Testing at the Mercy site is expected to begin Saturday. The location will open from 8 a.m. until 4 p.m. daily, until further notice.

The site will test patients who have been screened by Mercy’s coronavirus support line and meet certain criteria for symptoms and exposure: a fever of at least 100.4 degrees, respiratory symptoms including cough or shortness of breath, and recent travel to a high risk area or contact with a known patient.

“Those are the people that we want to test,” said Dr. Keith Starke, Mercy’s chief quality officer, at a news conference at the testing site Friday afternoon. “We start testing everyone, the system becomes overwhelmed.”

And screening too early, before symptoms appear, can result in a false negative, he added.

State coronavirus testing has gotten faster. Mercy has been able to get results within 24 hours, Starke said. He added that the timeline can be longer through other labs.

The temporary testing site is at 15740 South Outer Forty Road in Chesterfield. It is outside of a Mercy building that offers telehealth services and does not typically see in-person patients.

Testing at the drive-thru site means patients will spend less time in crowded hospitals. It may also relieve some of the pressure felt by hospitals during the outbreak.

“It keeps it out of the emergency department,” said Fran Hixson, director of clinical quality and infection prevention for Mercy. “It really, really helps them focus on other medical needs.”

People must call Mercy’s COVID-19 Clinical Support Line at 314-251-0500 before arriving.

When patients drive up to the site, health care workers equipped in gowns, gloves, masks and goggles will greet them. The staff will verify the patient needs to be tested and use a swab to collect a sample from the patient’s nose.

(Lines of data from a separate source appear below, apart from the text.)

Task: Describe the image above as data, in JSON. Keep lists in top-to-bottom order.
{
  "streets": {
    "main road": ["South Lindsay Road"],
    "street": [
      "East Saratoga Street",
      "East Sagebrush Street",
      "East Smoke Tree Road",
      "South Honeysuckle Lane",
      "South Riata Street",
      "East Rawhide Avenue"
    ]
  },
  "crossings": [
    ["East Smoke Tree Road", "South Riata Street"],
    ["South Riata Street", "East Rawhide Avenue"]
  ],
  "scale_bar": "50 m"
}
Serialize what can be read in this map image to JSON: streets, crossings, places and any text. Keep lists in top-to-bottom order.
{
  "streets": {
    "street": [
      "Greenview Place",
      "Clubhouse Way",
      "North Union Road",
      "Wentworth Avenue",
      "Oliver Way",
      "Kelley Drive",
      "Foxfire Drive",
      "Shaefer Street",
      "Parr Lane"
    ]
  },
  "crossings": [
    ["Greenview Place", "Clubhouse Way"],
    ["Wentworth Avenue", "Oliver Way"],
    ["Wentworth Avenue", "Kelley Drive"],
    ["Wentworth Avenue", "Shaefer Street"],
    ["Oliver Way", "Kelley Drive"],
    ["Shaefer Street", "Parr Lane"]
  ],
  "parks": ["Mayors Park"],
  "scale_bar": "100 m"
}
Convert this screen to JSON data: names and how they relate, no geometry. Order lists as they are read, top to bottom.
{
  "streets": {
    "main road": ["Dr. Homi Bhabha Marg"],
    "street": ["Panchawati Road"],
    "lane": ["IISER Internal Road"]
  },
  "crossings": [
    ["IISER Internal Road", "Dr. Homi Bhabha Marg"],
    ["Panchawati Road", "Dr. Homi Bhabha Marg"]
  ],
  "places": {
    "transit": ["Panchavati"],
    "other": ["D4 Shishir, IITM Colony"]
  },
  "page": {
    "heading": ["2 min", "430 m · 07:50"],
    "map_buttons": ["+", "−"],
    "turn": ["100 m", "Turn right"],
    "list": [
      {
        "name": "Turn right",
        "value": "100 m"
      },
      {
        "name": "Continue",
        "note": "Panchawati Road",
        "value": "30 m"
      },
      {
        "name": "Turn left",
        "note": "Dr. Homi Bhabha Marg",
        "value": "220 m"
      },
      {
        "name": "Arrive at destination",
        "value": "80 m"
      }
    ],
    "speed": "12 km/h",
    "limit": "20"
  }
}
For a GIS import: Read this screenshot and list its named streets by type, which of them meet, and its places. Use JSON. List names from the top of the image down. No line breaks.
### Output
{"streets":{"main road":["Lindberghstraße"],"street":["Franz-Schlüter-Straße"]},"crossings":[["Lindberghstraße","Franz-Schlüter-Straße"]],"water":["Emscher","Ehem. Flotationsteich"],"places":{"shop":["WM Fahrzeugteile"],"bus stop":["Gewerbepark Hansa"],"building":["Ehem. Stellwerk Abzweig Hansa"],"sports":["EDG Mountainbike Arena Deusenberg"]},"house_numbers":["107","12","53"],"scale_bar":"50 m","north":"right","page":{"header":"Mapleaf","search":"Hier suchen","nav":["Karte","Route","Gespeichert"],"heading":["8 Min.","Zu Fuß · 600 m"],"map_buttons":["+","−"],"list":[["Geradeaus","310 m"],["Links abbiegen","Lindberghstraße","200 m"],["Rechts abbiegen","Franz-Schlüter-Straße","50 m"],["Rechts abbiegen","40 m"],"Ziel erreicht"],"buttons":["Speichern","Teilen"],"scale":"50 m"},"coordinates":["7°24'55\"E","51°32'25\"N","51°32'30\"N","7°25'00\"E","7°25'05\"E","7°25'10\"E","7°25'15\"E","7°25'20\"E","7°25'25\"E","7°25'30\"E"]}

Patients stay in the car the entire time, and the whole process will likely take about five minutes.

“It will truly be a drive-thru,” Hixson said.

The swabs are sent to state or private labs, and patients will receive a call with test results.

Mercy has set up temporary treatment facilities in the past, but this is its first drive-thru testing site. The organization plans to open more across Arkansas, Kansas, Missouri and Oklahoma.

Shacham said mobile care is a “go-to” strategy in health care. It’s a useful tool for bringing care to populations who need it, and not just for emergencies. For example, mammogram vans and mobile sexually transmitted infections testing sites are frequently used to increase access for communities with higher risks and less health care coverage.

SSM Health also announced new measures Friday. At 5 p.m. it launched free “virtual visits” for anyone experiencing symptoms of coronavirus, or who has been exposed to it. Residents of Illinois, Missouri, Oklahoma and Wisconsin are eligible, regardless of insurance, and they do not have to be current SSM Health patients.

The new program is an extension of SSM Health’s virtual visits program, a web-based service that launched in summer 2019 to address nonurgent medical conditions.

The COVID-19 virtual visits begin with a series of questions about symptoms and exposure. If necessary, the patient will be connected after the visit with an SSM Health Medical Group provider. If testing is recommended, patients will be sent to the nearest SSM Health testing facility.